Foto: Sebastian PaulBild 1 / 2

Warum an der Bundesstraße in Schönfeld eine US-Fahne weht

Ein Bäckermeister wünscht sich mehr Zusammenhalt. Sein Vorbild: die USA. Das Land würdigt er schon mit der zweiten Fahne.

Von Sarah Hofmann
erschienen am 14.06.2018

Schönfeld. Direkt an der B 95 weht sie im Wind, eine US-Fahne. Vor vier Wochen brachte der Bäckermeister Jens Völker erstmals ein Exemplar des Sternenbanners vor seiner Bäckerei an. "Eigentlich ist sie ein stiller Protest für mich, gegen die Bundesregierung", sagt der 41-Jährige.

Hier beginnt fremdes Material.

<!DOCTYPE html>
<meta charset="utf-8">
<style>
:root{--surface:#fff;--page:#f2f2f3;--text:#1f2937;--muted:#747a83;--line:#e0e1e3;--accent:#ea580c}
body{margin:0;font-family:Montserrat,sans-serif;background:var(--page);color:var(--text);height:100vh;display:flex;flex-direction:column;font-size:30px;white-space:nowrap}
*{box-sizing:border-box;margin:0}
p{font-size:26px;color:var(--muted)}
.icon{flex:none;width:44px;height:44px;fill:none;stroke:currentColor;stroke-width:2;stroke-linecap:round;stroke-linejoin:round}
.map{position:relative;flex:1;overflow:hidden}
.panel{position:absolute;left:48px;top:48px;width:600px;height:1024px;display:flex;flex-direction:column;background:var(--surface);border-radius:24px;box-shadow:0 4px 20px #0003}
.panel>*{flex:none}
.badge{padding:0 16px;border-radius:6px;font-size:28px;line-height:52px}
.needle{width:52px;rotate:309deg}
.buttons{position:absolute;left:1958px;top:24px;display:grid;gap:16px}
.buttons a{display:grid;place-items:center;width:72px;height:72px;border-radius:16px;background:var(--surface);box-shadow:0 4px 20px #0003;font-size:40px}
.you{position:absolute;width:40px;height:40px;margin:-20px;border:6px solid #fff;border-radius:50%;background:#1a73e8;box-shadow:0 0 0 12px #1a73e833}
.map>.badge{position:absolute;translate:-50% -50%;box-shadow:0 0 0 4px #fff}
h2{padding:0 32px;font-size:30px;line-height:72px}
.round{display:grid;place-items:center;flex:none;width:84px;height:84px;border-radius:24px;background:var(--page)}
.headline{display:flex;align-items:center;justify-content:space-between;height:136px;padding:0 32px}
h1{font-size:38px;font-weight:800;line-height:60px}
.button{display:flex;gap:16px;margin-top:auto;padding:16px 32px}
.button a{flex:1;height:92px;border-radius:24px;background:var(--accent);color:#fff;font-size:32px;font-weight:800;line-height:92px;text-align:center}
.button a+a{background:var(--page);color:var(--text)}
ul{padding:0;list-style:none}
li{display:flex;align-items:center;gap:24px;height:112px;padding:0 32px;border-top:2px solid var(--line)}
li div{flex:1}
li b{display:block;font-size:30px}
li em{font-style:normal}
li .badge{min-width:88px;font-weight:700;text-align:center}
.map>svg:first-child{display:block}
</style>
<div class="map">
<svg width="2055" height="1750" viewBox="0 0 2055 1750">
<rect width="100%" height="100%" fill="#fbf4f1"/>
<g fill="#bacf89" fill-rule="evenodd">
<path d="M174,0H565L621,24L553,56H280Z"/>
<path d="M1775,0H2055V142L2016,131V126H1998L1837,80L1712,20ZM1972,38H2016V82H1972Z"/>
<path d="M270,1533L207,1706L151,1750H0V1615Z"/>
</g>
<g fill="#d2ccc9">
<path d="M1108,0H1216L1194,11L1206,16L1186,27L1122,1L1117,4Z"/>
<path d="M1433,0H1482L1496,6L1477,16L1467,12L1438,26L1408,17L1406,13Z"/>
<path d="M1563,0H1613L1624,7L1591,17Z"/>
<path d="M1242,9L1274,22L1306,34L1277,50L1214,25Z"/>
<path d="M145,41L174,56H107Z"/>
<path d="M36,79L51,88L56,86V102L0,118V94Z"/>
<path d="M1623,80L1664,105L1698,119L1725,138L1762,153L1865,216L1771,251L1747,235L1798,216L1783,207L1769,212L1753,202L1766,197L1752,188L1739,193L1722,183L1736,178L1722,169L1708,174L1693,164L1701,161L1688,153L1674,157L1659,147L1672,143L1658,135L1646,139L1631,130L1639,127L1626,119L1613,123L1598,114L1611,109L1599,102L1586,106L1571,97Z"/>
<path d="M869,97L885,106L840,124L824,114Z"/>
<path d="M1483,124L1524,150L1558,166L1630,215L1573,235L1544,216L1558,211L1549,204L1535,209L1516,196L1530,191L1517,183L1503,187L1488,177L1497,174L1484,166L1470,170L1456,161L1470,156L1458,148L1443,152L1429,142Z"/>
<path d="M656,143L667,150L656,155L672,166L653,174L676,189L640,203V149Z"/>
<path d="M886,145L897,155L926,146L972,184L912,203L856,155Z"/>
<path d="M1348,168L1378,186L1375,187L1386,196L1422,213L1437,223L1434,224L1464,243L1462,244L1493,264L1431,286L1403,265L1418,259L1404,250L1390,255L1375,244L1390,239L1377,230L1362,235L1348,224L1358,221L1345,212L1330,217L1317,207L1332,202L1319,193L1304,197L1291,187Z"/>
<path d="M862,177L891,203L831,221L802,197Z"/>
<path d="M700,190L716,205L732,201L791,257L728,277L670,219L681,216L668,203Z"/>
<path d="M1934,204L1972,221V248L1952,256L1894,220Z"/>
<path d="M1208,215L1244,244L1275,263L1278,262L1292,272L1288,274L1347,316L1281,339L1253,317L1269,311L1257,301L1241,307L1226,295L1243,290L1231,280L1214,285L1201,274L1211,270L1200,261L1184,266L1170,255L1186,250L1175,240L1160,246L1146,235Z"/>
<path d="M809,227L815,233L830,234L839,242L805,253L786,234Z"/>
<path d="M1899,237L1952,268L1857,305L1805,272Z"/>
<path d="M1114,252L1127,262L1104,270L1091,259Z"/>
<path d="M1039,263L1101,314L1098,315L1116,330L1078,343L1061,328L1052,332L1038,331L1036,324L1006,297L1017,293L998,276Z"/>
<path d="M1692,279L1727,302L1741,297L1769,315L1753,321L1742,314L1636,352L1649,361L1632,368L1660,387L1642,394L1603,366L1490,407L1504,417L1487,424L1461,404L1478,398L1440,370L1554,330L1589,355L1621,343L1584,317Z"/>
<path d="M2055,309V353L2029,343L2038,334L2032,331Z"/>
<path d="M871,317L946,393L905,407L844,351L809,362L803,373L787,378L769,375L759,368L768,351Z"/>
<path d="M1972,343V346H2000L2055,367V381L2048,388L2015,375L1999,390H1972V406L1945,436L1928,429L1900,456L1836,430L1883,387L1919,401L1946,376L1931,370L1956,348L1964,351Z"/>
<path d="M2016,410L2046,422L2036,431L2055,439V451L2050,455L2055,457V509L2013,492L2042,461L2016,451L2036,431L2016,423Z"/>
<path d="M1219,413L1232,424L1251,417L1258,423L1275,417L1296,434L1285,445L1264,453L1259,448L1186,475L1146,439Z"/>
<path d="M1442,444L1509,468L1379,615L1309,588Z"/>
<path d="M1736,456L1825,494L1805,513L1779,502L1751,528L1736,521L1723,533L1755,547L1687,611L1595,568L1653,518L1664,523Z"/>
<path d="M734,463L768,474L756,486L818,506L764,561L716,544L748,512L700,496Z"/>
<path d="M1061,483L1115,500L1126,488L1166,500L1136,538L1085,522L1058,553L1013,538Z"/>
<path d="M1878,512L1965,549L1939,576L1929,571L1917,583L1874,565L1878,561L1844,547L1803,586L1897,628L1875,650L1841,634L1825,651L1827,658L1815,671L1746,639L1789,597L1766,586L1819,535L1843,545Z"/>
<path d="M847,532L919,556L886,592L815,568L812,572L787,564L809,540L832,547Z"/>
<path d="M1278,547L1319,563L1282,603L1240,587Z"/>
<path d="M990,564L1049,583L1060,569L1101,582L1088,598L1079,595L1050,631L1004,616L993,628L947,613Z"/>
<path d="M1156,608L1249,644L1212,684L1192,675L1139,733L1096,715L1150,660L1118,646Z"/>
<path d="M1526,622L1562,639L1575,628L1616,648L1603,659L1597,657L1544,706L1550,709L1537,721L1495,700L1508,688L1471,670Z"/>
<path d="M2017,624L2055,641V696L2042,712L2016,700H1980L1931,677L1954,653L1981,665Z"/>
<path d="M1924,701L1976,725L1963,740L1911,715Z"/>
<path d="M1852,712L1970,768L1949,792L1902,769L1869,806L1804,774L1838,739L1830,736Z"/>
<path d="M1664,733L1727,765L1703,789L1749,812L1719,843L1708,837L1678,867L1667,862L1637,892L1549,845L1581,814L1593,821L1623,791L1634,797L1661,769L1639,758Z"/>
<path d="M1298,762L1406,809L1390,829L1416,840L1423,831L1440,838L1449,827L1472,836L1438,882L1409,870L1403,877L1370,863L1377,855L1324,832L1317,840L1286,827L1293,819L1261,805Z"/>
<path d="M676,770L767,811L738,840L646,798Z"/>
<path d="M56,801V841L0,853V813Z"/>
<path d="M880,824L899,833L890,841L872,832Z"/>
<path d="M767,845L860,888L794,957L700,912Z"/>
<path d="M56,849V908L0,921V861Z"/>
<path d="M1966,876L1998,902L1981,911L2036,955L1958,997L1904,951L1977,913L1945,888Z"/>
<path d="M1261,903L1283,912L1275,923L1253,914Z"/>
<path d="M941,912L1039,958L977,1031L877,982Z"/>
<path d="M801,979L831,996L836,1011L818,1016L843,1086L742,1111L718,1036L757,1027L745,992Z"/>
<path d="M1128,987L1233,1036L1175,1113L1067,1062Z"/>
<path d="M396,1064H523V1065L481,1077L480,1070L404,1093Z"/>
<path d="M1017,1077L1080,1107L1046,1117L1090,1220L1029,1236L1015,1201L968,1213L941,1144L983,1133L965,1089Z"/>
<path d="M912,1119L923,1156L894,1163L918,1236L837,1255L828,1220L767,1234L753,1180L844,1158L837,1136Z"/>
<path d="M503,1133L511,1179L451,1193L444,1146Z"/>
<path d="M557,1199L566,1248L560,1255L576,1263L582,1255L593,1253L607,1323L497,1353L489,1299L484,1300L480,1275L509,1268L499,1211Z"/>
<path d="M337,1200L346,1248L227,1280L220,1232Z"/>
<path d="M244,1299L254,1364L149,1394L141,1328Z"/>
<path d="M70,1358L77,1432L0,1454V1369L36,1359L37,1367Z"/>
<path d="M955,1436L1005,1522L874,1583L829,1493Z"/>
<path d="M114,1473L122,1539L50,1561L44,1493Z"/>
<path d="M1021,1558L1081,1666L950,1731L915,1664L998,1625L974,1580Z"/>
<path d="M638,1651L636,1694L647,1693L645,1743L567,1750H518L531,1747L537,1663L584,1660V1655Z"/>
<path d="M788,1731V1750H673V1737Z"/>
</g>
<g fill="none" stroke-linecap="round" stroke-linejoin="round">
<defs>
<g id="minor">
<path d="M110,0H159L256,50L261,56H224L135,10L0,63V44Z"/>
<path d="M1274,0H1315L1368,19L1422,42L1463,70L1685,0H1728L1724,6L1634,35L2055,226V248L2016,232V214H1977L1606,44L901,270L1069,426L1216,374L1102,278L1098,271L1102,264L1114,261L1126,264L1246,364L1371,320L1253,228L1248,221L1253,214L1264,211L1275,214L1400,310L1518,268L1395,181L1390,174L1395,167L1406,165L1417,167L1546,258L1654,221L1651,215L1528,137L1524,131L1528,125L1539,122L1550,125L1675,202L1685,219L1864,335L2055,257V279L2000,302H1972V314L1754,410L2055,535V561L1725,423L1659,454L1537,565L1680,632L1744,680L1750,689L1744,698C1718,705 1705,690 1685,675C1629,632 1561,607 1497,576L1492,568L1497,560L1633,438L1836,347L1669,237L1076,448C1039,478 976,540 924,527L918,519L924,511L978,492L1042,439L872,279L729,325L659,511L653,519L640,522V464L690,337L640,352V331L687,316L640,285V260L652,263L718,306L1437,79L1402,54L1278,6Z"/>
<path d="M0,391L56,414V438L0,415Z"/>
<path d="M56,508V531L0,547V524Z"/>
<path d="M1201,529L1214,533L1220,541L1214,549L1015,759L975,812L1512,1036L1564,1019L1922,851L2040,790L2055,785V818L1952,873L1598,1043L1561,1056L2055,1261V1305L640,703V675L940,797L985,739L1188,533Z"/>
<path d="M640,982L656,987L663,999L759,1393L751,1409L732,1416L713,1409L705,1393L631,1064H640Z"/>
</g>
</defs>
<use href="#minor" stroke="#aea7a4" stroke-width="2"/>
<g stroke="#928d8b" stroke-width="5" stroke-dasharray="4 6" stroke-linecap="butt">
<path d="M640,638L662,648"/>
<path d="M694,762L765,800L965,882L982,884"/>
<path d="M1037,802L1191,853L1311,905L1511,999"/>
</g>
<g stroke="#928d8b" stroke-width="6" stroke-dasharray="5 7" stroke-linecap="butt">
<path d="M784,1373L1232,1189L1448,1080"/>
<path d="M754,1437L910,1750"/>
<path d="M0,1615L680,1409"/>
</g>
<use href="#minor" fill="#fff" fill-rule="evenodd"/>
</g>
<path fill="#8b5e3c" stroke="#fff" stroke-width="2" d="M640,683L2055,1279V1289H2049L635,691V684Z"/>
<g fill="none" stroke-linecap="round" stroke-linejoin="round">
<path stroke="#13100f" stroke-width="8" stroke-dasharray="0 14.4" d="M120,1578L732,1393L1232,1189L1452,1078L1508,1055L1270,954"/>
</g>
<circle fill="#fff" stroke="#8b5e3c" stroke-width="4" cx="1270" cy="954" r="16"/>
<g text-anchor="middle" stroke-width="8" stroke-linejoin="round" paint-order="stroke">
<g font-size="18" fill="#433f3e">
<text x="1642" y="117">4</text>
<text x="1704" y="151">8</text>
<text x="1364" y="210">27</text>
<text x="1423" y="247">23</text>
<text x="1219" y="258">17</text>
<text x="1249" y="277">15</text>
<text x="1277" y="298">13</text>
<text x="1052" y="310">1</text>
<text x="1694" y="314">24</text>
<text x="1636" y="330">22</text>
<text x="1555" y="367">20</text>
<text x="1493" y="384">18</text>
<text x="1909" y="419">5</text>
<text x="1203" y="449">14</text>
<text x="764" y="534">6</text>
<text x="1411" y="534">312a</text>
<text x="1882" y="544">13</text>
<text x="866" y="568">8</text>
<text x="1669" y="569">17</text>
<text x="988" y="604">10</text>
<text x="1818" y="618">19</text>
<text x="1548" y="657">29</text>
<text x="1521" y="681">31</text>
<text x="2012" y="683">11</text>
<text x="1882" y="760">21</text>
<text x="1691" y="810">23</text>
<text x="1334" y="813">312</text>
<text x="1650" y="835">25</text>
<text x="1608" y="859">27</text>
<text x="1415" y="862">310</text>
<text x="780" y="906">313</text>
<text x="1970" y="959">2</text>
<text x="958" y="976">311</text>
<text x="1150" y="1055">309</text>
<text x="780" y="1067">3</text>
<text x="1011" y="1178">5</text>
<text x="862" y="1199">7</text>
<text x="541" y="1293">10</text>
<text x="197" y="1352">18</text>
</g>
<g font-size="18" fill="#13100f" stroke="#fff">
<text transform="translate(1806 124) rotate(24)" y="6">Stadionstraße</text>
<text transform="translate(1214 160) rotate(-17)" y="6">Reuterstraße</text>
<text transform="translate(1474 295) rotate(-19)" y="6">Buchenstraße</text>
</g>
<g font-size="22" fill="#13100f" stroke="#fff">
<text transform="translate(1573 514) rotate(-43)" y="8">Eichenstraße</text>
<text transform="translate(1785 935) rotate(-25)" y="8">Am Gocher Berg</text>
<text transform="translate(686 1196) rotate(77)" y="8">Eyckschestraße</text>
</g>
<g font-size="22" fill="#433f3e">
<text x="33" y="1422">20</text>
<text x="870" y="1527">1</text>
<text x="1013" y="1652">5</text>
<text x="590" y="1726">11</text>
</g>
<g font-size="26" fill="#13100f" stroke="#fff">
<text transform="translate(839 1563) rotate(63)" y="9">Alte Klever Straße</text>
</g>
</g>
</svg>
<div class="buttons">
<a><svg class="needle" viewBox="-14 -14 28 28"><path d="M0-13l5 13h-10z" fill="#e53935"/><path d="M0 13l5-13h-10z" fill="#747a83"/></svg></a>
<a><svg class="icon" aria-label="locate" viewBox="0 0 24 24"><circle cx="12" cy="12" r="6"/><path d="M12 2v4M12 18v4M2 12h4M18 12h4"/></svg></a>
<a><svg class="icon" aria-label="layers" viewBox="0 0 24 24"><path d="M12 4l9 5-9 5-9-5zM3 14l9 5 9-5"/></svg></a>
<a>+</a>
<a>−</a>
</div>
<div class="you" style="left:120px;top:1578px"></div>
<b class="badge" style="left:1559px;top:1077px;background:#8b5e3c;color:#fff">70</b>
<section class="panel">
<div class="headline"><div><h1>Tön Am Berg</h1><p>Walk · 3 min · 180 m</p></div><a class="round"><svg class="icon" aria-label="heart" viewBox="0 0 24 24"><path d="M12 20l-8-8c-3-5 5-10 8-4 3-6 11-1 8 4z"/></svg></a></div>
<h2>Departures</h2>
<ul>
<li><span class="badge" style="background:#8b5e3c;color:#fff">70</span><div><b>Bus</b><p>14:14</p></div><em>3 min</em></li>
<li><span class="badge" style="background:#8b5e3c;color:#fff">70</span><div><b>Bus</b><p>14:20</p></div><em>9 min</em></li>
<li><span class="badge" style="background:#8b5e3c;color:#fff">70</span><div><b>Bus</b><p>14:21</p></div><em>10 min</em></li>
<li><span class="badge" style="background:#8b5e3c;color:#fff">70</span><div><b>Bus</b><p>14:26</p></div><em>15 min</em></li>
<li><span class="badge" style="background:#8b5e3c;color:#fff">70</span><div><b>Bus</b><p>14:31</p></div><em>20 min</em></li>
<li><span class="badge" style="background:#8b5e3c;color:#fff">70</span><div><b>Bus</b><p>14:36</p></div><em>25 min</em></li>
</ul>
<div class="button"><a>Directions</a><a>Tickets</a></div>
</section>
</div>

Er sei mit den aktuellen Verhältnissen in Deutschland nicht einverstanden. Daher habe er sich entschieden, keine deutsche Fahne zu hissen, sondern die der Vereinigten Staaten von Amerika. "Da wird man nämlich nicht gleich in die rechte Ecke gedrängt", so der Schönfelder. Und doch wünscht er sich mehr Patriotismus in seinem Land. "Das hat für mich nichts mit Nationalismus zu tun, eher mit einem Zusammengehörigkeitsgefühl", erklärt der Bäcker. Eben dieses Gefühl konnte er schon mehrfach in den USA erleben. Dort fliegt er nämlich seit sechs Jahren regelmäßig hin, erstmals zur internationalen Bäckermesse in Los Angeles. Voriges Jahr reiste er nach Miami im Bundesstaat Florida - mitten in der damaligen Wirbelsturmphase. Als Jens Völker ankam, war die letzte Verheerung in der Stadt erst eine Woche her. Da er vorab Katastrophenbilder in den Nachrichten sah, bereitete er sich auf chaotische Zustände vor. Doch in Miami angekommen erwartete ihn eine Überraschung: Von Unwetterschäden war kaum noch etwas zu sehen. "Die Leute dort packen gemeinsam an, räumen das Zeug weg und fertig ist der Lack. Die Deutschen jammern erstmal", so Völker. Das sei auch der Bürokratie in Deutschland geschuldet, in Amerika seien viele Dinge weniger reglementiert. Das bewundert er, ebenso die Tatsache, dass die meisten Amerikaner mit Patriotismus ihre Nationalfahne vor dem Haus hängen haben - für ihn ebenfalls ein Zeichen dieser Zugehörigkeit.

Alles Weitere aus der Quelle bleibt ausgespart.